À mon arrivée à Pornic, j’ai été intriguée par d’étranges murs de pierre. Certains jours, ils semblaient surgir de la mer… Puis ils disparaissaient à nouveau sous les flots. C’est une amie qui m’a éclairée : il s’agissait d’écluses à poissons, témoins silencieux d’un savoir-faire très ancien.
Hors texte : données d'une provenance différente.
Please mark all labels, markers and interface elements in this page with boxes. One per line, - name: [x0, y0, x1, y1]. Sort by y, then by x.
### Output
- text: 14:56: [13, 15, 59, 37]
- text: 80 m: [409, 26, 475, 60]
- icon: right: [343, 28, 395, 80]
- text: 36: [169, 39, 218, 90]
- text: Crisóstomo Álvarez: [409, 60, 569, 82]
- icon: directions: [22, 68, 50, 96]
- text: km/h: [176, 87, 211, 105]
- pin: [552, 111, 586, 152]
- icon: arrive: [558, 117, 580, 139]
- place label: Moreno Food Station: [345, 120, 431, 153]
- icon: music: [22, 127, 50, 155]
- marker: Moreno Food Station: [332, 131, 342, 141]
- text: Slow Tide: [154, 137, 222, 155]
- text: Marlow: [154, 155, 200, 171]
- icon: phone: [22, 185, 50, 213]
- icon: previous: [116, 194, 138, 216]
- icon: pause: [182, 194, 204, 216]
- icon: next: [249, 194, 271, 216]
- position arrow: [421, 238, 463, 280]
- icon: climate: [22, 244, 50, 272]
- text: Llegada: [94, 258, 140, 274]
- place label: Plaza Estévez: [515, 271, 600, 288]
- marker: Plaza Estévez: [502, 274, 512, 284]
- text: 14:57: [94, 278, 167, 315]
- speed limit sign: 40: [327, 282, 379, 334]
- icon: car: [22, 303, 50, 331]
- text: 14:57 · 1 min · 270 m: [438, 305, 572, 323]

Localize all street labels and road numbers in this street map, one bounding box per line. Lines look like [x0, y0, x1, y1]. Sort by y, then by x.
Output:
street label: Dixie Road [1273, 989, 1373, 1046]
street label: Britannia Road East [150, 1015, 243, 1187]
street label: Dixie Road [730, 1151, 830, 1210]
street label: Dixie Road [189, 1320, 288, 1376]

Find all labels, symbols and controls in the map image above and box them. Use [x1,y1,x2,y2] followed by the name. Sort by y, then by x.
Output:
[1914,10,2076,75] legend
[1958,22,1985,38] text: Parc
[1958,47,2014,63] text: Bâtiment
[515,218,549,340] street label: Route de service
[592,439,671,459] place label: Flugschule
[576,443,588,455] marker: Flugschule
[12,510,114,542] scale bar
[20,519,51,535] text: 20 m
Des murs qui dialoguent avec la mer
À marée basse, ces constructions se dévoilent sur l’estran, cette partie du littoral que la marée recouvre. Assemblées en pierres sèches, elles dessinent de larges arcs de cercle ou des formes en V. Leur emplacement n’est pas dû au hasard : elles s’élèvent là où la mer se retire suffisamment pour laisser apparaître ces pièges ingénieux.

(c) Bonjour Pornic
Une technique venue de la nuit des temps
Les écluses à poissons ne sont pas une invention récente. Leur origine remonte au Néolithique. Depuis des millénaires, l’homme observe la mer, comprend ses rythmes, et apprend à en tirer parti avec ingéniosité.
Le principe est d’une simplicité remarquable : profiter du mouvement naturel des marées pour capturer le poisson, sans bateau, sans filet jeté au large, simplement en utilisant la force de l’eau.
Comment fonctionnait une écluse à poissons?
À marée haute, les poissons franchissent les murs et entrent librement dans l’écluse. Mais lorsque la mer se retire, ils se retrouvent piégés.
L’eau s’échappe progressivement, guidant les poissons vers une ouverture étroite appelée le « bouton ». À cet endroit, un dispositif en bois permettait de fixer un filet en forme de poche, appelé « ancroc ». Le courant, accéléré par la configuration de l’écluse, entraînait alors les poissons droit dans ce filet.
Les pêcheurs n’avaient plus qu’à relever leur prise… ou parfois simplement à se pencher pour ramasser poissons et crustacés restés dans les zones où l’eau persistait.
Bars, sardines, maquereaux, anguilles, mulets, soles ou congres : la mer offrait généreusement sa diversité.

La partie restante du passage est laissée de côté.